Gather every line of the entries that includes the word "Road".

▶ [TASK INPUTS]
------------------------------
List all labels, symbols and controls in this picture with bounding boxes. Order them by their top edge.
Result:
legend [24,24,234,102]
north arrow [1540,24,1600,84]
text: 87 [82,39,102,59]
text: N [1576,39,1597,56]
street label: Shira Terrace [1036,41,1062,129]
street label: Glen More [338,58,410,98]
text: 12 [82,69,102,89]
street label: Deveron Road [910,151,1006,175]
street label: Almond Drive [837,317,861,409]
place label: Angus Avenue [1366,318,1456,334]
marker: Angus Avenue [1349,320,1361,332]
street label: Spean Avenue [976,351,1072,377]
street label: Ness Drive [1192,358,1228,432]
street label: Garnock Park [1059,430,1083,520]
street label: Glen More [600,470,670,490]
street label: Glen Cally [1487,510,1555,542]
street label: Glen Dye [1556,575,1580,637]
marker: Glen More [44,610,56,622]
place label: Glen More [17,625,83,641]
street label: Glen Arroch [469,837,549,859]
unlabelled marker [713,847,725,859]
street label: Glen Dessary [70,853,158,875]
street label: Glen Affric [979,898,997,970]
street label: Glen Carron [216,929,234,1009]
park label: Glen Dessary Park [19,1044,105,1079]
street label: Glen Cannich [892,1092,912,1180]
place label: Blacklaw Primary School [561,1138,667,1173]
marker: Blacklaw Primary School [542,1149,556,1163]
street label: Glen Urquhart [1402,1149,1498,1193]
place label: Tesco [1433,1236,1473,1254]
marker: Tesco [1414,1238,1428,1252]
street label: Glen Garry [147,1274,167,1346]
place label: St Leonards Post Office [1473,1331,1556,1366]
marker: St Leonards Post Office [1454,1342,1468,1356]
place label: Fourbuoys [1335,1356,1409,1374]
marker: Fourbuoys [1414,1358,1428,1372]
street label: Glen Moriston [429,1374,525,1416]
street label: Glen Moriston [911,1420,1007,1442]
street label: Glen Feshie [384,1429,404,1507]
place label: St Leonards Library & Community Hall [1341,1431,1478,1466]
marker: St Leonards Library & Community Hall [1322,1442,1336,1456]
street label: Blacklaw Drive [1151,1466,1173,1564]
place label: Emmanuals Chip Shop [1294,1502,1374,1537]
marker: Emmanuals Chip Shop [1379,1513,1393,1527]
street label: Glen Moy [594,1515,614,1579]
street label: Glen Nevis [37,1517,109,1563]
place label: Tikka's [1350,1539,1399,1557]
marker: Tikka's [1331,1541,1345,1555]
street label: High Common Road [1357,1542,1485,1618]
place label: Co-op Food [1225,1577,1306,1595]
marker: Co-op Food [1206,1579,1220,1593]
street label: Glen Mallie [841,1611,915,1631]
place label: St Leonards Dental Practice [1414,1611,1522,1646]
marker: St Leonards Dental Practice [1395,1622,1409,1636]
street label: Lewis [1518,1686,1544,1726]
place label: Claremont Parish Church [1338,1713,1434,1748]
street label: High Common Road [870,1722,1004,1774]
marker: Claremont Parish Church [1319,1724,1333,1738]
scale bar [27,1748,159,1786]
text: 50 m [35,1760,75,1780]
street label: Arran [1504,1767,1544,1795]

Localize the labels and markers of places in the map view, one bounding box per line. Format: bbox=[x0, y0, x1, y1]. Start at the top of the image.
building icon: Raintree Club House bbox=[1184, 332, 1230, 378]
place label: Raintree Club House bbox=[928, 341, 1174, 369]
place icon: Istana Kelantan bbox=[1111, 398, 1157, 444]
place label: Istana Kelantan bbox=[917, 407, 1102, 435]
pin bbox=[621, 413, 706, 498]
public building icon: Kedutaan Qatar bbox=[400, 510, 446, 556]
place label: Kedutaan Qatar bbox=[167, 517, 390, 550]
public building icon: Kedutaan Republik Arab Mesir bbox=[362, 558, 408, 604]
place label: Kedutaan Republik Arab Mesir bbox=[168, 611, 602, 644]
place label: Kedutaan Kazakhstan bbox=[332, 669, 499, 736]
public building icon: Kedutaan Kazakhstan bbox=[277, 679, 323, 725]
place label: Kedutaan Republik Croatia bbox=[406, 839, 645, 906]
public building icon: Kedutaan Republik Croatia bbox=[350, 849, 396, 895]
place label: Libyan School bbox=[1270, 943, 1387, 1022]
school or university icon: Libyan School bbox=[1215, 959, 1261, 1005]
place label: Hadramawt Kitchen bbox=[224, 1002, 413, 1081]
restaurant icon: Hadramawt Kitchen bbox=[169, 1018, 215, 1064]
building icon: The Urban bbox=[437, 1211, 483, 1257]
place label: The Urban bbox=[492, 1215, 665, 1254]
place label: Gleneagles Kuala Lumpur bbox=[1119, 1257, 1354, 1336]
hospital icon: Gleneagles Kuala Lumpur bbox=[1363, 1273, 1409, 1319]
------------------------------
▶ [ANSWER TO THE EXERCISE]
street label: Deveron Road [910,151,1006,175]
street label: High Common Road [1357,1542,1485,1618]
street label: High Common Road [870,1722,1004,1774]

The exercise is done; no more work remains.